Syrian soldiers rolled into flashpoint cities in tanks and set up barriers topped with machine guns as President Bashar Assad's deadly crackdown on dissent pulled the country deeper into international isolation.

On the eve of another round of large protests, US secretary of state Hillary Clinton slammed the government's assault on demonstrators and said the violence showed Assad was weak. But she stopped short of saying he must quit.

"Treating one's own people in this way is in fact a sign of remarkable weakness," Mrs Clinton said during a trip to Greenland.

And Australian foreign minister Kevin Rudd said his government was stepping up targeted financial sanctions against key regime figures responsible for human rights abuses and imposing an embargo on arms and other equipment used for internal repression.

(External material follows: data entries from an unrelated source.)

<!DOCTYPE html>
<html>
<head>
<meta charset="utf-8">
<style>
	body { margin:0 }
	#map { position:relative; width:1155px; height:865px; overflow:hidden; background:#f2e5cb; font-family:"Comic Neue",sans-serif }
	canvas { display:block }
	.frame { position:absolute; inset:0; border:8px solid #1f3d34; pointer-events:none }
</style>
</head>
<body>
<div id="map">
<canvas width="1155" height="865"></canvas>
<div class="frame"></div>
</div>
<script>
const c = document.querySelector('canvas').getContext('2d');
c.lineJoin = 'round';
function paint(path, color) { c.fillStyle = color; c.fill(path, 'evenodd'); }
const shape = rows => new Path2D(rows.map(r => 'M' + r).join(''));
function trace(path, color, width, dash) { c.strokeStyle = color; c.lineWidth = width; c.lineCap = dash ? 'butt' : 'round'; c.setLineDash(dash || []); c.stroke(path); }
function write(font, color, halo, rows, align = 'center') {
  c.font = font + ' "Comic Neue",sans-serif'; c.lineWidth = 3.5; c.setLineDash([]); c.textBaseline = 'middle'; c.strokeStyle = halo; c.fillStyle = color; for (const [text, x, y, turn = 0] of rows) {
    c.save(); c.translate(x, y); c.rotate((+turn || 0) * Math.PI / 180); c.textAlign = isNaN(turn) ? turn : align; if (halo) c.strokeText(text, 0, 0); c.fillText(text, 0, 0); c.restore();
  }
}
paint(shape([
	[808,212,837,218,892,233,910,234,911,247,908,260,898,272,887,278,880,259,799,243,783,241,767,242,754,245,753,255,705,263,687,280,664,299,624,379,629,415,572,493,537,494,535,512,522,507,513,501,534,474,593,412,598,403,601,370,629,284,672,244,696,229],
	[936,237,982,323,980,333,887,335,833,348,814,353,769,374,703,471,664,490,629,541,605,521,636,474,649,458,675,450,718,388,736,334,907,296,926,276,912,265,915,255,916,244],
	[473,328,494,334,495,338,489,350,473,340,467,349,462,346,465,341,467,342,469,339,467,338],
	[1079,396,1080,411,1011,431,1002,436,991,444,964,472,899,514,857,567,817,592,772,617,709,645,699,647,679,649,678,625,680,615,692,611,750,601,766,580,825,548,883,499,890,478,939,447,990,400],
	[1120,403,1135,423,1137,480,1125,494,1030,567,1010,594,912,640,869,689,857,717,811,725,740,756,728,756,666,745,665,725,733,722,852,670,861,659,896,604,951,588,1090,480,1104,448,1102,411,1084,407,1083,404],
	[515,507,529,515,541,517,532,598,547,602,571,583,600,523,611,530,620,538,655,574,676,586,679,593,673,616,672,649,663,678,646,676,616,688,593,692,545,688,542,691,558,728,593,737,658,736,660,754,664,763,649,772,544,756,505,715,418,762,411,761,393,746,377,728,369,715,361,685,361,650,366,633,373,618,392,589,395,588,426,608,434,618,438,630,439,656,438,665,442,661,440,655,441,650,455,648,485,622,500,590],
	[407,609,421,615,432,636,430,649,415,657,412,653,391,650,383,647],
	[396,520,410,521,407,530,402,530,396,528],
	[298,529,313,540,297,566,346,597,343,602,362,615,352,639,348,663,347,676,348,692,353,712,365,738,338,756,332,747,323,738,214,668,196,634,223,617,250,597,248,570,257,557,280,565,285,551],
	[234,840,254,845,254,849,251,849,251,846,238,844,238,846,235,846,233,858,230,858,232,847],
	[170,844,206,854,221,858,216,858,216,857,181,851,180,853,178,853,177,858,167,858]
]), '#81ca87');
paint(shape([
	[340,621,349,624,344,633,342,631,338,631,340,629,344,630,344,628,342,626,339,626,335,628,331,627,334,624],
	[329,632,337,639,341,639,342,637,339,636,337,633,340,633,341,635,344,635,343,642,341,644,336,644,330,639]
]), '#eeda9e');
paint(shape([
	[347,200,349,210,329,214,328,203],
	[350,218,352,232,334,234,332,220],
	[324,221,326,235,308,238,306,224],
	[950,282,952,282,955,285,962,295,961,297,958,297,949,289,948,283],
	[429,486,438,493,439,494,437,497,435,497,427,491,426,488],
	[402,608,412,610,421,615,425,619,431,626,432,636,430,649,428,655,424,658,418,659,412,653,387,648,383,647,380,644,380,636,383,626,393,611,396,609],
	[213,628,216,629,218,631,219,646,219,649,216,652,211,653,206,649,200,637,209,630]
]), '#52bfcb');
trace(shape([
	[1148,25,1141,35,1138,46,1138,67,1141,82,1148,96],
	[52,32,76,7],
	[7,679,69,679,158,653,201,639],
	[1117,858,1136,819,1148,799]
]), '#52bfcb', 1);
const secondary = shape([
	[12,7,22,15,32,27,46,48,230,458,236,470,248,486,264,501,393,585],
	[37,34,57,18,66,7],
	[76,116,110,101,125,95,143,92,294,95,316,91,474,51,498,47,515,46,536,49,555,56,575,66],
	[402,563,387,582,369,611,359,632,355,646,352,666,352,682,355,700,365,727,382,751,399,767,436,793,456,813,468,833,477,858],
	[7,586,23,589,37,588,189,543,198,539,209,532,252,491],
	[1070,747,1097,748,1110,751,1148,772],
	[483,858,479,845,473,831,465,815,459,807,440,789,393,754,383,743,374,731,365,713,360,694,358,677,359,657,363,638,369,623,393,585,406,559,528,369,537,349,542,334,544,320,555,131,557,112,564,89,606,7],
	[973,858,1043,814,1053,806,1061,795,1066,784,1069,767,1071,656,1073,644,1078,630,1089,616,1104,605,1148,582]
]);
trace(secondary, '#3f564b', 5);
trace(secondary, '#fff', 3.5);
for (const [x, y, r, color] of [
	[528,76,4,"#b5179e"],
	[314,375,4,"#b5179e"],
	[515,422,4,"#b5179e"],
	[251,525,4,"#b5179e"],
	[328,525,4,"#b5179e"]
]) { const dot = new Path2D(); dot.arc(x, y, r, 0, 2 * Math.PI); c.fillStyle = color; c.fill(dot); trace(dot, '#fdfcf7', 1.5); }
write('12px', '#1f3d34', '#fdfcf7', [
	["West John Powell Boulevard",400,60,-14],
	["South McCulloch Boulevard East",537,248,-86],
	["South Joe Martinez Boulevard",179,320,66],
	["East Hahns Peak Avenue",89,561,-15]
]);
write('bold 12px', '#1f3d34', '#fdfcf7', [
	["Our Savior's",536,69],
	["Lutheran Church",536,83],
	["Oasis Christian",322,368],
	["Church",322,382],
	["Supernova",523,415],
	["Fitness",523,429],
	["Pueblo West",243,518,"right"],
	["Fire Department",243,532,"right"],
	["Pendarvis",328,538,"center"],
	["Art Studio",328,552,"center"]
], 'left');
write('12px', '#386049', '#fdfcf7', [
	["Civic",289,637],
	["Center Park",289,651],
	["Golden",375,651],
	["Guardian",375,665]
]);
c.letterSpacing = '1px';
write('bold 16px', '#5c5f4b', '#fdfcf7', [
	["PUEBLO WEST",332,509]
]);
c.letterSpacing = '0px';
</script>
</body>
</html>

Assad, 45, is determined to crush the two-month-old uprising despite international pressure and sanctions from Europe and the US. His government has led one of the most brutal crackdowns in the wave of popular revolts sweeping the Arab world.

Protests organisers were calling for more demonstrations Friday despite military operations and arrest raids meant to pre-empt the rallies.

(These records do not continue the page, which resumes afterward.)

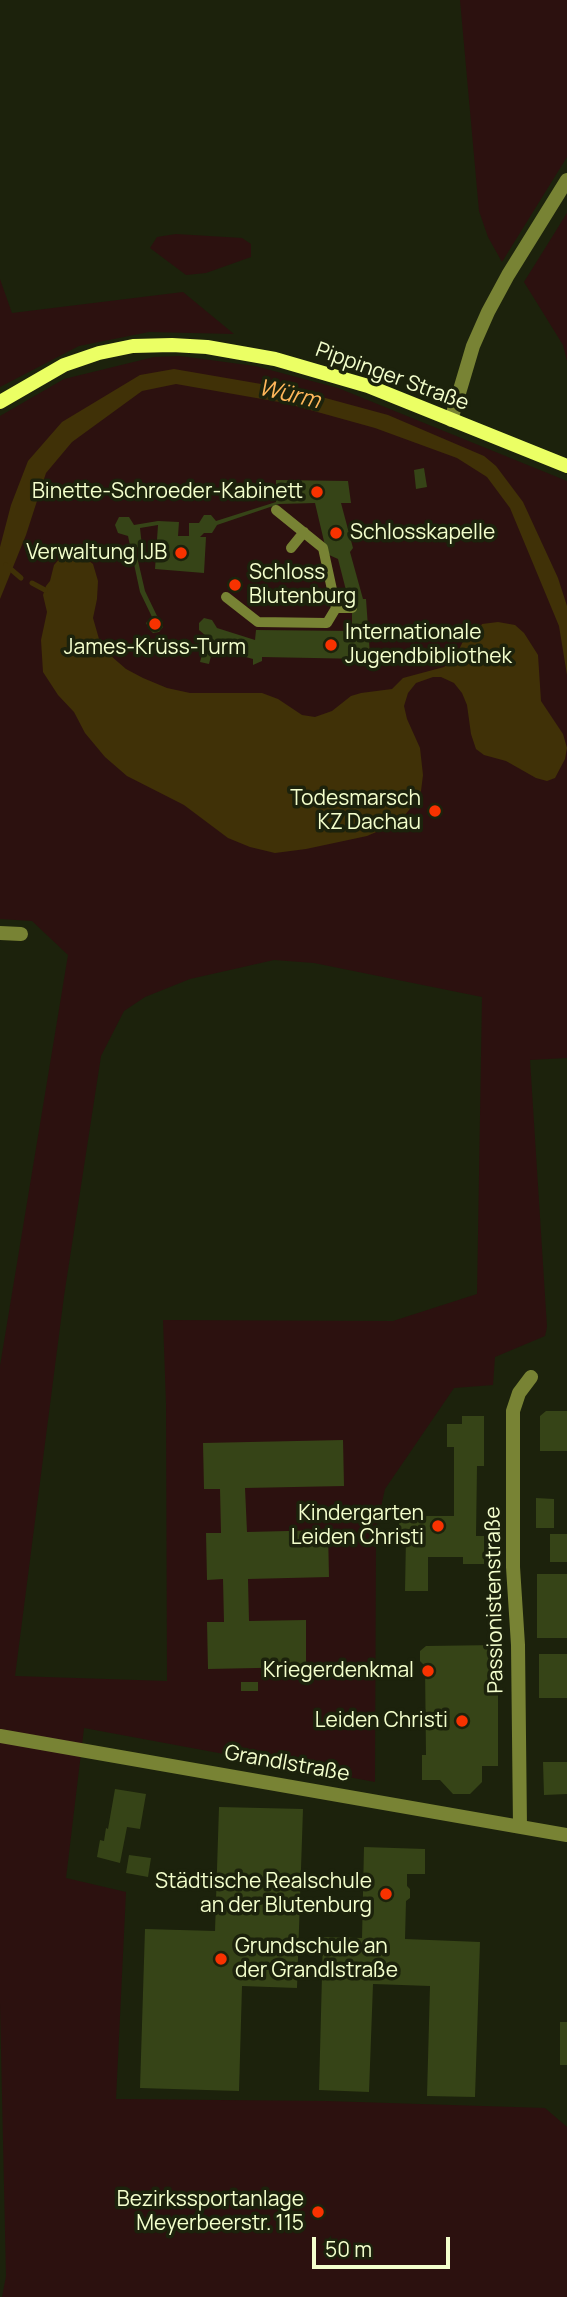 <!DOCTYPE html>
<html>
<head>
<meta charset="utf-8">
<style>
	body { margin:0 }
	#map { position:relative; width:567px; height:2297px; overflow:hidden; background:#1c220c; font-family:Manrope,sans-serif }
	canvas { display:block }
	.scale { position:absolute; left:312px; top:2237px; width:138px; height:32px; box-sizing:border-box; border:4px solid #f4ffcd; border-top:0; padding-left:9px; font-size:21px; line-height:24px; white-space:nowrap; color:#f4ffcd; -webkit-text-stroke:5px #1c220c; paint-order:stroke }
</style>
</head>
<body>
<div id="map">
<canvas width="567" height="2297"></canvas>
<div class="scale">50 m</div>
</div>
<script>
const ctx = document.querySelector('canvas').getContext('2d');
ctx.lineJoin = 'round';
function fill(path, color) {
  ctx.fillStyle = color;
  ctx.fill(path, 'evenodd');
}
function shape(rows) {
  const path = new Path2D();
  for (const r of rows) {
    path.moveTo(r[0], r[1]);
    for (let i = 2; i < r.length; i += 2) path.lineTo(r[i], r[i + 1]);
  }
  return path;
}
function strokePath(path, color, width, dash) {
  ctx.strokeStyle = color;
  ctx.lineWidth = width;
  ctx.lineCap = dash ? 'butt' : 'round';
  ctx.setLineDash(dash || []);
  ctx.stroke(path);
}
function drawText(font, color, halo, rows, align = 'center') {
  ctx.font = font + ' Manrope,sans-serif';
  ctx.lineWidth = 7;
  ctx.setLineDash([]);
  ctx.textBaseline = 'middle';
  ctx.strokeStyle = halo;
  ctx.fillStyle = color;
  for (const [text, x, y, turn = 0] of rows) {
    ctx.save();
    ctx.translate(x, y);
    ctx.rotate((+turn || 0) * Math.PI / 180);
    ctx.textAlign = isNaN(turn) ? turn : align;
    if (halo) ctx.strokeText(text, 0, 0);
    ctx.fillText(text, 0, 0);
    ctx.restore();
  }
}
fill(shape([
	[460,0,567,0,567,157,502,262,488,237,479,211],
	[567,213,567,361,563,345,524,282],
	[176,234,242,238,251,244,251,257,206,273,186,275,150,248,157,237],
	[0,279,12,313,183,292,234,334,149,332,79,346,0,387],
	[180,356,255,366,338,388,567,481,567,1058,530,1060,547,1327,545,1336,495,1357,493,1385,454,1388,385,1489,376,1529,375,1782,84,1728,66,1878,126,1892,116,2099,326,2101,545,2108,567,2127,567,2297,2,2297,6,2276,0,2004,0,1366,68,955,32,921,0,919,0,416,64,379,154,357],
	[274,960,314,963,482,997,477,1294,393,1321,163,1320,166,1403,167,1681,15,1676,64,1296,101,1056,124,1011,145,997,190,979]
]), '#2c110f');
fill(shape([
	[174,369,296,390,388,415,484,456,496,466,523,502,558,578,567,606,567,675,559,626,510,508,487,477,457,458,375,428,285,403,176,384,142,391,72,442,46,473,26,535,0,599,0,547,11,505,28,461,62,422,140,375],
	[72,554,82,556,93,564,98,581,97,599,93,618,99,639,111,656,126,669,143,678,167,688,190,693,262,693,278,699,302,715,315,717,332,711,351,696,361,693,392,689,403,678,444,667,454,660,467,633,477,634,482,624,498,622,515,625,524,633,538,655,541,701,563,734,567,748,565,759,555,778,547,781,536,778,506,761,484,755,476,749,471,734,467,705,462,693,454,683,441,677,433,677,416,683,408,693,404,706,407,719,420,748,423,775,421,791,414,804,404,816,390,826,367,836,306,849,275,853,250,847,228,838,184,805,127,776,105,757,85,733,74,712,58,695,43,672,41,640,47,612,43,595,46,586,50,581,54,565,62,556]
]), '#403107');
strokePath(shape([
	[6,565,21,578],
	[32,583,45,590]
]), '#403107', 5);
fill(shape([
	[424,468,427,487,416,489,414,470],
	[276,480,348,481,351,503,341,503,353,548,350,552,363,599,366,599,370,655,374,657,374,663,369,666,364,663,364,659,262,657,262,661,253,665,253,659,213,648,209,664,200,662,206,640,205,635,199,630,199,623,204,618,212,620,217,628,255,640,256,630,352,631,352,602,349,602,338,559,327,554,315,503,279,504,217,525,212,533,204,533,200,537,206,537,204,573,155,569,158,525,140,528,142,546,135,548,145,591,157,616,163,622,163,627,159,632,153,633,149,629,146,623,152,617,140,592,128,536,118,533,115,525,119,517,129,517,134,525,158,521,179,522,178,536,189,536,189,523,199,523,204,515,211,515,216,521,276,502],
	[546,1411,567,1411,567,1451,540,1451,540,1416],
	[462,1416,484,1416,484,1466,477,1466,476,1536,484,1536,484,1564,463,1564,463,1557,428,1557,428,1591,405,1591,406,1537,399,1537,399,1516,454,1516,454,1447,447,1447,447,1424,462,1424],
	[343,1440,344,1486,245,1488,247,1532,328,1530,329,1577,248,1579,249,1621,306,1620,306,1667,208,1669,207,1622,224,1622,223,1579,207,1580,206,1533,221,1533,220,1489,204,1489,203,1443],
	[536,1498,554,1499,554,1528,536,1528],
	[550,1534,567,1534,567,1562,550,1562],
	[537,1574,567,1574,567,1638,537,1638],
	[498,1645,498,1766,482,1766,482,1782,470,1794,453,1794,440,1780,422,1780,422,1755,426,1755,425,1666,420,1661,420,1651,426,1646],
	[539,1654,567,1654,567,1698,539,1698],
	[241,1682,258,1682,258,1691,241,1691],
	[543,1762,567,1762,567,1794,544,1795],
	[115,1789,146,1794,140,1829,127,1827,120,1863,97,1857,100,1840,104,1841,106,1828,108,1829],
	[219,1807,303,1809,297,1988,242,1986,239,2091,140,2088,145,1929,215,1931],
	[364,1847,425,1849,425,1874,407,1874,407,1886,410,1889,410,1898,406,1901,405,1939,480,1942,475,2097,427,2096,430,1986,373,1984,369,2092,319,2090,323,1937,362,1938],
	[129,1855,151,1858,148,1877,126,1873],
	[560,2022,567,2022,567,2065,560,2065]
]), '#364417');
strokePath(shape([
	[276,510,323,548,336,608,352,608],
	[291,548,304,532],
	[226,597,258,622,327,623,336,608]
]), '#788334', 10);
strokePath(shape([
	[451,420,473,346,488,312,508,275,567,180],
	[0,933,21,934],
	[0,1736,567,1835],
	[520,1827,518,1645,513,1567,513,1411,519,1393,531,1377]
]), '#788334', 14);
strokePath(shape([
	[0,402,64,365,99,353,133,346,172,345,207,347,275,359,368,386,567,466]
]), '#ebff64', 14);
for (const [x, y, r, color] of [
	[317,492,7,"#f83200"],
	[336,533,7,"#f83200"],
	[181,553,7,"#f83200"],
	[235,585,7,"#f83200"],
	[155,624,7,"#f83200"],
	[331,645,7,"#f83200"],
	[435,811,7,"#f83200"],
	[438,1526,7,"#f83200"],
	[428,1671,7,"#f83200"],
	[462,1721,7,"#f83200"],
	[386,1894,7,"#f83200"],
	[221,1959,7,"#f83200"],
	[318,2212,7,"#f83200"]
]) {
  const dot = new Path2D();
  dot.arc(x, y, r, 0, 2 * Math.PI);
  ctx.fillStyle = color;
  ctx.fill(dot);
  strokePath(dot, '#1c220c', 2.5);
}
drawText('21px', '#f4ffcd', '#1c220c', [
	["Pippinger Straße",392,377,20],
	["Passionistenstraße",495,1600,-91],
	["Grandlstraße",287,1764,10]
]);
drawText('21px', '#f4ffcd', '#1c220c', [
	["Binette-Schroeder-Kabinett",303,492],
	["Schlosskapelle",350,533,"left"],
	["Verwaltung IJB",167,553],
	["Schloss",249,573,"left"],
	["Blutenburg",249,597,"left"],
	["Internationale",345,633,"left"],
	["Jugendbibliothek",345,657,"left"],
	["James-Krüss-Turm",155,648,"center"],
	["Todesmarsch",421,799],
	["KZ Dachau",421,823],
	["Kindergarten",424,1514],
	["Leiden Christi",424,1538],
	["Kriegerdenkmal",414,1671],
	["Leiden Christi",448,1721],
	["Städtische Realschule",372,1882],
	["an der Blutenburg",372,1906],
	["Grundschule an",235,1947,"left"],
	["der Grandlstraße",235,1971,"left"],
	["Bezirkssportanlage",304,2200],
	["Meyerbeerstr. 115",304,2224]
], 'right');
drawText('italic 23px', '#ffb75b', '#1c220c', [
	["Würm",289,395,13]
]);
</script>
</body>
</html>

"Authorities are detaining any person who might demonstrate," Rami Abdul-Rahman, director of the Syrian Observatory for Human Rights, said.

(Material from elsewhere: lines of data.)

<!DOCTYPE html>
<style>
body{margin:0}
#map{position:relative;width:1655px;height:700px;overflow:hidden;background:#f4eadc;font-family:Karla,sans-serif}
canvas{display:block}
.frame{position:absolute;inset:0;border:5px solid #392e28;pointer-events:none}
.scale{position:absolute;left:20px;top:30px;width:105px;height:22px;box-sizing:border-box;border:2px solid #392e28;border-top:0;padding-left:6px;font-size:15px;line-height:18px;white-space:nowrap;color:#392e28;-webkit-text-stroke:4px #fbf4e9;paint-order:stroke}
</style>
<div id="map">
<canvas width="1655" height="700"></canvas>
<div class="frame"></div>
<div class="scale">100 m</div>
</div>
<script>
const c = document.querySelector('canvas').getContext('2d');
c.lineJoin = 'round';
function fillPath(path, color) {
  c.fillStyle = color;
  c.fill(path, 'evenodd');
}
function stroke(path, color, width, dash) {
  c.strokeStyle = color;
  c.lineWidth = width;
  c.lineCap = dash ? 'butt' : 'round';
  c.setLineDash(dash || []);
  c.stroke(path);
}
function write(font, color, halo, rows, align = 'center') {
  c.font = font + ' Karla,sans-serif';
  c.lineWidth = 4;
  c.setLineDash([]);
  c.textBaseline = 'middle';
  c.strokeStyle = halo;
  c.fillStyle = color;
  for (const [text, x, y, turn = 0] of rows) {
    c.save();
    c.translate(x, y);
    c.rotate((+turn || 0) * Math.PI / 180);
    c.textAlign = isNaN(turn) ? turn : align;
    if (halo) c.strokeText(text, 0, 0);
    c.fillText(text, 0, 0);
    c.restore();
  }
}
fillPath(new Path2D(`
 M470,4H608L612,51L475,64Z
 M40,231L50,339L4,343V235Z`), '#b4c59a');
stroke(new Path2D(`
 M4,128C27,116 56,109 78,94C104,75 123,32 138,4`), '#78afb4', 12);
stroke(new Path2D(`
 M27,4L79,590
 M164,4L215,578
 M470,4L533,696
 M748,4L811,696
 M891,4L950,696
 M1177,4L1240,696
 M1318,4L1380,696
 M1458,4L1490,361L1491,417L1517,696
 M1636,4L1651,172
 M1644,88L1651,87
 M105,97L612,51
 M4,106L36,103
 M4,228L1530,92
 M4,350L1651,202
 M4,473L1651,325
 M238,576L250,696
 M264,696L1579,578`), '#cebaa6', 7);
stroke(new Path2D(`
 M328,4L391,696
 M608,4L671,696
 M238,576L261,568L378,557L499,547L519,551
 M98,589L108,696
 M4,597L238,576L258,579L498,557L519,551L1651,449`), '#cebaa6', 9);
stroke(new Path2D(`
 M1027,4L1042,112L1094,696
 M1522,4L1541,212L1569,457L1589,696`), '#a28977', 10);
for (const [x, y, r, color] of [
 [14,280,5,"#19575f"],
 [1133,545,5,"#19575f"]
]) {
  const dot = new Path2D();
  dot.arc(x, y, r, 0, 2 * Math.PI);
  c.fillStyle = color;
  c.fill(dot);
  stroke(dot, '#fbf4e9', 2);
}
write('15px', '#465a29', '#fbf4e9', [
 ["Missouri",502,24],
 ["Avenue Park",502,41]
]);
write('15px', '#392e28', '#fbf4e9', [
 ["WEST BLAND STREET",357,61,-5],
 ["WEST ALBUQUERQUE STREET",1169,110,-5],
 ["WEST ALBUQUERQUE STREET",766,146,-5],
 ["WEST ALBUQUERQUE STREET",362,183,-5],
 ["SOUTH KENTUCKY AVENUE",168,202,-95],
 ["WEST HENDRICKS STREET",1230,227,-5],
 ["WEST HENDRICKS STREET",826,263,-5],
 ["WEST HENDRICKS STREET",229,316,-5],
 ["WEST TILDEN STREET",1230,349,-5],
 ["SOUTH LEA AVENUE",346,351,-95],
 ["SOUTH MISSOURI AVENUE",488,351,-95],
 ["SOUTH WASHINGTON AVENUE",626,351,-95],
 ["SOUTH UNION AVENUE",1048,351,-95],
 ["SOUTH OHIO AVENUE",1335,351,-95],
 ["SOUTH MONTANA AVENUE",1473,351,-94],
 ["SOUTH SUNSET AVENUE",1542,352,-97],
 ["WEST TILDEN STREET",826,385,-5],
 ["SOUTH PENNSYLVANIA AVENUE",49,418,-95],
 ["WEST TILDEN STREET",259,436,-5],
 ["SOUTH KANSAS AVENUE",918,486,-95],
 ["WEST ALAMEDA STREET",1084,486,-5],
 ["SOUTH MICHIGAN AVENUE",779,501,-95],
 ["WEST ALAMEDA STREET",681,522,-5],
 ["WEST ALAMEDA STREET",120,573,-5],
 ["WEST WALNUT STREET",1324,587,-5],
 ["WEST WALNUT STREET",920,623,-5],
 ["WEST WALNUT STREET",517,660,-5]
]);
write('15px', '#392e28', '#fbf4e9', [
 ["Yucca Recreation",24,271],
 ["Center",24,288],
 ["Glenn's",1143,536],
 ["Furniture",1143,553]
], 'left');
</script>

In the northern city of Deir el-Zor, authorities placed cameras inside and outside the Osman bin Afan mosque, where many worshippers have been demonstrating after Friday prayer services, he said.

Mr Abdul-Rahman added that many former detainees were forced to sign documents saying that they were not subjected to torture and would not take part in future "riots".

A Western diplomat said 2,000 people had been detailed over the past two weeks, with a total of around 8,000 since the Syrian government launched its crackdown.

The official, who demanded anonymity to share assessments of the situation in Syria, said Western nations believed that between 600 and 800 people have been killed so far.

A video dated April 27 in the southern city of Daraa emerged yesterday showing a sniper shooting two people on a motorbike, then preventing residents from rescuing them or getting close.

People in the street could be heard screaming "Traitors!" at the security forces.

Syrian soldiers and tanks surrounded the city of Hama, to which President Assad's father had laid waste in 1982 to stamp out an earlier uprising, an activist said. Forces also used clubs to disperse 2,000 demonstrators on a northern university campus on Wednesday night.

In the central city of Homs, a resident said soldiers set up sand barriers with machine guns perched on top. He added that three tanks were still in the area, despite a report by the private daily Al-Watan that said the army has pulled out of the city after completing its mission.

"It seems they are getting ready for tomorrow," the resident said.

Most witnesses spoke on condition that their names not be published out of fear for their personal safety. The government has imposed a media blackout, refusing to let most journalists in and restricting access to troublespots.

The revolt was sparked in mid-March by the arrest of teenagers who scrawled anti-regime graffiti on a wall. Since then, the protests have spread nationwide and the death toll already has exceeded those seen during the uprisings in Yemen and Tunisia.

The government's bloody crackdown has increased in intensity in recent days. The army shelled residential areas in central and southern Syria on Wednesday, killing 19 people, a human rights group said.

The shelling of neighbourhoods evoked memories of Assad's father and predecessor, Hafez, whose most notorious act was the shelling of Hama in 1982.

He levelled the city to crush a Sunni uprising there, killing 10,000 to 25,000 people, according to Amnesty International estimates. Conflicting figures exist and Syria has made no official estimate.